For years, the science of betting on horses was a little like high-school chemistry: certain combinations, certain procedures produced a satisfying result sometimes, but there was no unifying sense of why they worked. So many variables cluttered up the calculations that a small discrepancy in any of them could distort the whole result. It was only when an ex-math teacher named Phil Bull brought his stopwatch to the races, that one variable stood out above all others: time. A horse that has carried a given weight over a given distance in a shorter time than other horses have in other races will probably beat them, no matter how the form lines connect them or what the trainer tells the press. Bull’s stopwatch supported him as a professional gambler for two decades, giving the world the unusual sight of a math teacher in a Rolls-Royce, smoking a cigar. Eventually the bookies, too, resorted to timing; then the race courses published official times, and when the government decided that something as lucrative as betting should be taxed, Bull moved on to create a publishing empire, Timeform, supplying fellow betting scientists with the same raw data he used himself.
Timeform still operates from Bull’s hometown. The current chief executive, Jim McGrath, joined the company in his teens after attempting to break into racing as a jockey. Dark-suited, solemn, he has far more of the seminary than the stable yard in his manner. He also bets as a “serious hobby,” making, he says, a profit of around 15 percent on his turnover—enough to have brought him into the ranks of racehorse owners.
“It’s an art as well as a science,” explains McGrath. “You apply your skill—judgment of form, ground, trainers, and jockeys—to select horses with potential, but then you need discipline: ‘I think this horse has got a very good chance of winning, around three-to-one, but he’s trading at eleven-to-four. Is that good value? Do I back him or do I leave him out?’ Everybody can pick winners—give your granny fifty bets and some will win. It’s eliminating losers that’s difficult. Not every person has the strength of character to walk away from a bet . . . but if you can’t, you won’t win.”
The science of uncertainty is fascinating—but fascination is no reason not to bet on a certainty, if you can find one. Photo-finish cameras came to Britain in 1948; but a traditional photograph takes five minutes to develop—how should bookmakers and gamblers pass the time? By betting on the result of the photograph, giving all those eager scientific minds twice the exercise for each close race. The professional gambler Alex Bird saw potential here; stationing himself as close as possible to the winning post, he closed one eye and, alone among all spectators, refrained from watching the approaching horses. While all others remembered the race as an unfolding story, seen by its end through the tears of joy or sorrow, Bird saw only what the camera saw: one nose ahead of another at one vital moment. For five minutes, he was in the position of a man with tomorrow’s newspaper.

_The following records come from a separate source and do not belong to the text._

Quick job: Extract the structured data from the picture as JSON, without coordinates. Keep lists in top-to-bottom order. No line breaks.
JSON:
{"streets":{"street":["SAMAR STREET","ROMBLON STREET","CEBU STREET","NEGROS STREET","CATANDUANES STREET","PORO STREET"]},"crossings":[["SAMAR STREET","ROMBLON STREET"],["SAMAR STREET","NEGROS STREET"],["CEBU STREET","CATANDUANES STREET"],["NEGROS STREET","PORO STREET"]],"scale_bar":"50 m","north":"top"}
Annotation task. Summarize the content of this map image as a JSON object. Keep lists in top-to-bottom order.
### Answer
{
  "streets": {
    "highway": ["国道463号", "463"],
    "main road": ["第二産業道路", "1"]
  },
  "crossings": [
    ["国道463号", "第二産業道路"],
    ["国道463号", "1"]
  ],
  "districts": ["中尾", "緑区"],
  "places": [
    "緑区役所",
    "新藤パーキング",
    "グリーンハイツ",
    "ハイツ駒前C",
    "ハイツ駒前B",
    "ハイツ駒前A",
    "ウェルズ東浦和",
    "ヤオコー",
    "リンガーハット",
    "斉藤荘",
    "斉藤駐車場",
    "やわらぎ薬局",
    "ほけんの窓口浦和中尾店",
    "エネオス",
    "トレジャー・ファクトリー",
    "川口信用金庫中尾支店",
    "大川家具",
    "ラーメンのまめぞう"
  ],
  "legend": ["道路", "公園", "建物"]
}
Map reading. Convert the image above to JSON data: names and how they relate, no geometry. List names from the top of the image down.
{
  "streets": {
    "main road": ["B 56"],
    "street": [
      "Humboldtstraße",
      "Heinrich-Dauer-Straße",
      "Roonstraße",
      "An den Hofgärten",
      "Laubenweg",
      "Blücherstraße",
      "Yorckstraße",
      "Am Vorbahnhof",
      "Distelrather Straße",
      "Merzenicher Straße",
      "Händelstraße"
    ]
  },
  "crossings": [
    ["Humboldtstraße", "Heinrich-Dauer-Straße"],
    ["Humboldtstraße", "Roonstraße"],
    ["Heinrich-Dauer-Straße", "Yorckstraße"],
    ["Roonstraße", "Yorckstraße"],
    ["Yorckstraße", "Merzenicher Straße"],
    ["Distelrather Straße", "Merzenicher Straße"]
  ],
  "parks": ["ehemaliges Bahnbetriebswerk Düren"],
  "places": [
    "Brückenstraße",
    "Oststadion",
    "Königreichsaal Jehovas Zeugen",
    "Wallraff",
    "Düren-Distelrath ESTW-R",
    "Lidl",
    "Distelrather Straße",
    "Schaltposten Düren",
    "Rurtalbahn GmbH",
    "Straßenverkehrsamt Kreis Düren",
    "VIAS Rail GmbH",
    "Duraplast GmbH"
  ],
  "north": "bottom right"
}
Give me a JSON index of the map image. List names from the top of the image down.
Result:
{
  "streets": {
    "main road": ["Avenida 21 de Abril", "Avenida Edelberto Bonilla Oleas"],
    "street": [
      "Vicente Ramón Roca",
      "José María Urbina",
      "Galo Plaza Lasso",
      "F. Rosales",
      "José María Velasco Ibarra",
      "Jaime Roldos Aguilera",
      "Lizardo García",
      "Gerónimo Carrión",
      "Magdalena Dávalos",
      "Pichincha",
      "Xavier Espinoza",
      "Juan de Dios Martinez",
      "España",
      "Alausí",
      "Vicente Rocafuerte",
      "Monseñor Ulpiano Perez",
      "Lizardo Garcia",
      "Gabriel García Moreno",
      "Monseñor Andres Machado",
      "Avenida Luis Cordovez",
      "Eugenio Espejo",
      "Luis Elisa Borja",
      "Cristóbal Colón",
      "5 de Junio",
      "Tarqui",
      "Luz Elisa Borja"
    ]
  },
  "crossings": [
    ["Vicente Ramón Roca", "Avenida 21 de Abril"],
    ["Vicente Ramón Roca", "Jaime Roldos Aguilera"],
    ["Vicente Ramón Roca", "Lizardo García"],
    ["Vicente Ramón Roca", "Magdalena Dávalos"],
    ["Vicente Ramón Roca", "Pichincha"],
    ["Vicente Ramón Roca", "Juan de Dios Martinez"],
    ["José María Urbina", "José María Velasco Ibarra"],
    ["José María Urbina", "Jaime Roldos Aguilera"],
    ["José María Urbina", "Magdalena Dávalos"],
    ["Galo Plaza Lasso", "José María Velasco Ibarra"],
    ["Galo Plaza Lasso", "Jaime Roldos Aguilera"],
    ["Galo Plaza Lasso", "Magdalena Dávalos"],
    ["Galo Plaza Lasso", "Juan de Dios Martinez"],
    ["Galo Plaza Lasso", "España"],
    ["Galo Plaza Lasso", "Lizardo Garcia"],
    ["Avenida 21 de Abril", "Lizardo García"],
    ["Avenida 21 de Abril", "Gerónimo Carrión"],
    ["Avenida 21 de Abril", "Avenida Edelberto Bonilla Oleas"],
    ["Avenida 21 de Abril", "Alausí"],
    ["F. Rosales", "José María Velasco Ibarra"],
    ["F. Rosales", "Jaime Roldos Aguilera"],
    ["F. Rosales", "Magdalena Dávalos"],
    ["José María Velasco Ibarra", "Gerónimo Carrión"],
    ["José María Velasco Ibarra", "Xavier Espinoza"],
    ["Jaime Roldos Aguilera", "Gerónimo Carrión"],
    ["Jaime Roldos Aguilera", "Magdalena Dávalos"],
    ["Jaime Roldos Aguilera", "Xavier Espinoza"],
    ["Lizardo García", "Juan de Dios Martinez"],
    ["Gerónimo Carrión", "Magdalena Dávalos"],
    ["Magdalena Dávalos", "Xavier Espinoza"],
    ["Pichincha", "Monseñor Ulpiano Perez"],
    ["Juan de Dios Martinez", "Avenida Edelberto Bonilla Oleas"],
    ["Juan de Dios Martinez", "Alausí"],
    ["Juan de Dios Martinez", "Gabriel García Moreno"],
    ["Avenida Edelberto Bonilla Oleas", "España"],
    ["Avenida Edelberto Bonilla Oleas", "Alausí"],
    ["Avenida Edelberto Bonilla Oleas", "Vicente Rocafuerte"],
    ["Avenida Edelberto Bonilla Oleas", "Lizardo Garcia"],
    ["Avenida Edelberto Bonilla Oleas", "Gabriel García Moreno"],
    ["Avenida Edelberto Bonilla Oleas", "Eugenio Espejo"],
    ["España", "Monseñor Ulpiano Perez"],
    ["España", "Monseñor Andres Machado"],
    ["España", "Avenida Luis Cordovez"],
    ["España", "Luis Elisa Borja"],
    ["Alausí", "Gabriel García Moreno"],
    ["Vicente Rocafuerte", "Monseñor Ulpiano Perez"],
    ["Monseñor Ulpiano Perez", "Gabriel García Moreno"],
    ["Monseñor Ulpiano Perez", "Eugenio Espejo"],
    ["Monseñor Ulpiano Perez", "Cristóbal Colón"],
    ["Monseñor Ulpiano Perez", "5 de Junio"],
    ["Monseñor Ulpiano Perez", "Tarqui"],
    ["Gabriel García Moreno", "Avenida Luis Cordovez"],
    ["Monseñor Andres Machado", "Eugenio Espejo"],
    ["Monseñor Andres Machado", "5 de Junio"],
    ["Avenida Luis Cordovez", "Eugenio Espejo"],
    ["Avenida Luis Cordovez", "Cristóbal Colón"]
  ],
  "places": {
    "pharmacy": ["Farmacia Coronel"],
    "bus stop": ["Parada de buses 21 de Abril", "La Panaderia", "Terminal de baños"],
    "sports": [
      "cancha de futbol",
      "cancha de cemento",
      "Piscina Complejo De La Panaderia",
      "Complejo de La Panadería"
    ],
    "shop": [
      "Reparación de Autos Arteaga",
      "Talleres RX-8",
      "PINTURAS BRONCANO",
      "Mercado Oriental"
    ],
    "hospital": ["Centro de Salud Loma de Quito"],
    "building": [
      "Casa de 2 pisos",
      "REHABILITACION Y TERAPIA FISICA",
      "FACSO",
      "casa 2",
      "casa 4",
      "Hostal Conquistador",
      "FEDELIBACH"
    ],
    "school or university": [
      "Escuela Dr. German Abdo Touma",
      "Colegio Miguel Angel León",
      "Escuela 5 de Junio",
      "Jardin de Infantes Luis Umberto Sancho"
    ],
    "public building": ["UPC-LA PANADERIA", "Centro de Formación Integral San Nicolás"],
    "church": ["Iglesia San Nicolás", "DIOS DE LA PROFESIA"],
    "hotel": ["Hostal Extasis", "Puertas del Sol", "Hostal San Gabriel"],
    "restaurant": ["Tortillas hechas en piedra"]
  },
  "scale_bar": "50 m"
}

It made him very rich.
If, in London, you are short of something to say to a taxi driver or a duke (after exhausting the weather), you can always discuss betting on horses. The stock market, though, is a tricky topic, seen as either vulgar or crooked. In America, the weighting is reversed: mention you’re studying probability, and the first question will usually be whether it tells you what stocks to buy. Horses and investments share the fascination of an immature science: there are lots of reasons for any event, and some other person—pundit or tipster—knows which is most important.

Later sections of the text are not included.